I’d like to get some feedback on an architecture I’m considering.
We host audio chat rooms, similar to Clubhouse. Each room is hosted inside of a single mediasoup worker, either on Digital Ocean or Vultr. It’s a very simple architecture.
One common complaint from users is hearing a “robot voice” from producers. Our users are spread out globally, so sometimes there is a high amount of jitter, which I think is the cause of packet loss and the “robot voice” sound.
To combat this, I’ve placed mediasoup servers in multiple geographic regions where we have high concentrations of users. This becomes less effective though, when a single room has multiple users in different geographic regions.
I’m considering re-architecting our rooms to support producers in multiple mediasoup workers in different regions. Each producer can choose the which server to publish, based on ping time or some geocoding algorithm.

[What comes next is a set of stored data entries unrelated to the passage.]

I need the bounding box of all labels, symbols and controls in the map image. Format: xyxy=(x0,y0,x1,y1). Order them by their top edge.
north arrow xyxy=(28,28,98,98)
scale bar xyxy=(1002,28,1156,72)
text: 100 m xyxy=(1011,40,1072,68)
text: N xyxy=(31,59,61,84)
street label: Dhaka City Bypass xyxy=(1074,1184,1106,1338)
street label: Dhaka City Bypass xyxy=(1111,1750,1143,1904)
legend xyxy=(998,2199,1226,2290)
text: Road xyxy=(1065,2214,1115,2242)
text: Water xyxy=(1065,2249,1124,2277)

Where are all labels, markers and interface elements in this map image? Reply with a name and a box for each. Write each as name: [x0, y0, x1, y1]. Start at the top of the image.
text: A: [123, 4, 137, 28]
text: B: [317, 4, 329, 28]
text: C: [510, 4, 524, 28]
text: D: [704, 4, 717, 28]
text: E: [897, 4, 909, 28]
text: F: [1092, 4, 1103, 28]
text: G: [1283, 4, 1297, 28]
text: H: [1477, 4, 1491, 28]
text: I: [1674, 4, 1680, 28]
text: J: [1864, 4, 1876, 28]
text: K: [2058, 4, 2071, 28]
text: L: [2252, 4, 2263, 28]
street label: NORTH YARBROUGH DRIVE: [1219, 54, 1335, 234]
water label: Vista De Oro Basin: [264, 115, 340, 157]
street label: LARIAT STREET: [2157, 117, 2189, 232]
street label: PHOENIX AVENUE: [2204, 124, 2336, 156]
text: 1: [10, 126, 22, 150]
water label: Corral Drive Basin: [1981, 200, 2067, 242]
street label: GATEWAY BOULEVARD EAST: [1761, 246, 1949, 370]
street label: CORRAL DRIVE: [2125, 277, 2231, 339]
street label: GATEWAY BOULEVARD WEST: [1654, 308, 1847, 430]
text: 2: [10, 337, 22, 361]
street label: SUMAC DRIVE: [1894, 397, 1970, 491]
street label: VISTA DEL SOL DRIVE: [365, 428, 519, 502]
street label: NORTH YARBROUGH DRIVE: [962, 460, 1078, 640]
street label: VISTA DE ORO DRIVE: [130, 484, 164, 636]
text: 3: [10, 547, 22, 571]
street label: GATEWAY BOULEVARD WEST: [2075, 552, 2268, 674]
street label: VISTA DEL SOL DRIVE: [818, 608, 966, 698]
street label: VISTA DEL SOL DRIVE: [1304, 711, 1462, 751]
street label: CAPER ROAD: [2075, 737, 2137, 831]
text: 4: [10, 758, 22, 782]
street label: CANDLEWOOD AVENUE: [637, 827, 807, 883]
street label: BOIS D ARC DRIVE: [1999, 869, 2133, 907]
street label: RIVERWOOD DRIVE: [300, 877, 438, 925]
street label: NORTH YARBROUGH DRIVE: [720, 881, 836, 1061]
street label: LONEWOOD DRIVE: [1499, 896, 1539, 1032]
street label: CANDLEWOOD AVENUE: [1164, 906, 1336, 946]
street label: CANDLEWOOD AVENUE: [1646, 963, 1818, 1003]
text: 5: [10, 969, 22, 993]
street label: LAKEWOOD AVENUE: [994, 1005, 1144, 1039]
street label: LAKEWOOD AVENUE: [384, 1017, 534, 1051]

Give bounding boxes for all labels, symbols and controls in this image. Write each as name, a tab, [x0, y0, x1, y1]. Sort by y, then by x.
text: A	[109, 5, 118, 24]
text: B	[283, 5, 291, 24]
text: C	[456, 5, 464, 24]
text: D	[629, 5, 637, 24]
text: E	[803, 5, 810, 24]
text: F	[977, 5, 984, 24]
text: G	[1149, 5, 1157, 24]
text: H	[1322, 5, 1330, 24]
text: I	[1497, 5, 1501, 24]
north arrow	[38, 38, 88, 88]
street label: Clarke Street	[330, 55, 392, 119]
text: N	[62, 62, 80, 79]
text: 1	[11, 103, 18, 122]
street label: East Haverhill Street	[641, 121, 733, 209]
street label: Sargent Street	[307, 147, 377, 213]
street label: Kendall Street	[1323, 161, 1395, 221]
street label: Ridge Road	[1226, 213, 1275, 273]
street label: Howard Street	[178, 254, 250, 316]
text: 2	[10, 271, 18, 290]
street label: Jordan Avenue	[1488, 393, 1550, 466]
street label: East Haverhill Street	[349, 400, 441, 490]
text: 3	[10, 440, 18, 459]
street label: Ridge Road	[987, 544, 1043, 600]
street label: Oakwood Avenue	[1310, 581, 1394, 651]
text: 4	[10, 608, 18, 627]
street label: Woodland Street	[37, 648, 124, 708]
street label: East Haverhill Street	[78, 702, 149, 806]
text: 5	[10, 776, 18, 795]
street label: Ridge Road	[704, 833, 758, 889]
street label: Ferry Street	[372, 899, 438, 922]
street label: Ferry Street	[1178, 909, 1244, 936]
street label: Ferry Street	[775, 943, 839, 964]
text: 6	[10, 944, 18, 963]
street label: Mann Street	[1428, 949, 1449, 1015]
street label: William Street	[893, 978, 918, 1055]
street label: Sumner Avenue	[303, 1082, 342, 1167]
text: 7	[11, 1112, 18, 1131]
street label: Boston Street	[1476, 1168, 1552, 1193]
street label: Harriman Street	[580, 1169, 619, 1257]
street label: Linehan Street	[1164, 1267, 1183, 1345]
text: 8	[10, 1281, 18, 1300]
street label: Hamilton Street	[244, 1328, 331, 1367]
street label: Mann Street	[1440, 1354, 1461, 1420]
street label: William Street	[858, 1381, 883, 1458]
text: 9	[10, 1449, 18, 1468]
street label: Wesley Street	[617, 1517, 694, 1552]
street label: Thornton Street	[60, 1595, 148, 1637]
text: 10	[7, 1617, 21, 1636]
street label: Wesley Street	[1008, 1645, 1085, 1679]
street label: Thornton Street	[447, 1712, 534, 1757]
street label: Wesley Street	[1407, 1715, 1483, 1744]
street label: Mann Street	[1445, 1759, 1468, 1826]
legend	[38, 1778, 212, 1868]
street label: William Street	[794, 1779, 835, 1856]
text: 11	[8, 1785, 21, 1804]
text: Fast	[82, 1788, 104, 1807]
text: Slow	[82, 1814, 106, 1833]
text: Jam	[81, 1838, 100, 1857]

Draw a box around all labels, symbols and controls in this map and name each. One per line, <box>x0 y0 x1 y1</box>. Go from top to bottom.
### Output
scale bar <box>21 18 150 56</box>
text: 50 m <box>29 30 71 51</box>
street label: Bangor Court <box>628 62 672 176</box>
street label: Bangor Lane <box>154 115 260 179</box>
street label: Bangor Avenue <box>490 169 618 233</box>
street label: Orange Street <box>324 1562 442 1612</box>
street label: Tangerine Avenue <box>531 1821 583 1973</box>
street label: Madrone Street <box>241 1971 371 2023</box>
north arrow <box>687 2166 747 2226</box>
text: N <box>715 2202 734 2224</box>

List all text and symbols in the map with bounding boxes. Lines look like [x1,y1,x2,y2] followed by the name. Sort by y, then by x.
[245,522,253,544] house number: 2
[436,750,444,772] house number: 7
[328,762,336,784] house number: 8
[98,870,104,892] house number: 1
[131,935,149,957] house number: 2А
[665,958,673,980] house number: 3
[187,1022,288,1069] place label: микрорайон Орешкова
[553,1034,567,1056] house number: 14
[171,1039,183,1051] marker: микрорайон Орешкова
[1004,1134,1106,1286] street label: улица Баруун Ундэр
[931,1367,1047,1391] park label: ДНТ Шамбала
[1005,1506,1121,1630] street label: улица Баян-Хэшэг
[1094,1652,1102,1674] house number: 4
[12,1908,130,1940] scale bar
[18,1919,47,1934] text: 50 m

This should minimize overall latency in a room, and hopefully also jitter.
This is a much more complex architecture. Consumers would need to establish multiple receive transports, depending on where the producers in the room are located. It would also require a substantial amount of refactoring of our signaling system to support this.
Has anyone else tried a multi-region architecture for a single room? Is this a reasonable approach to minimizing latency/jitter? Is there another approach to combatting jitter that I’m missing?
Any feedback welcome! Thanks!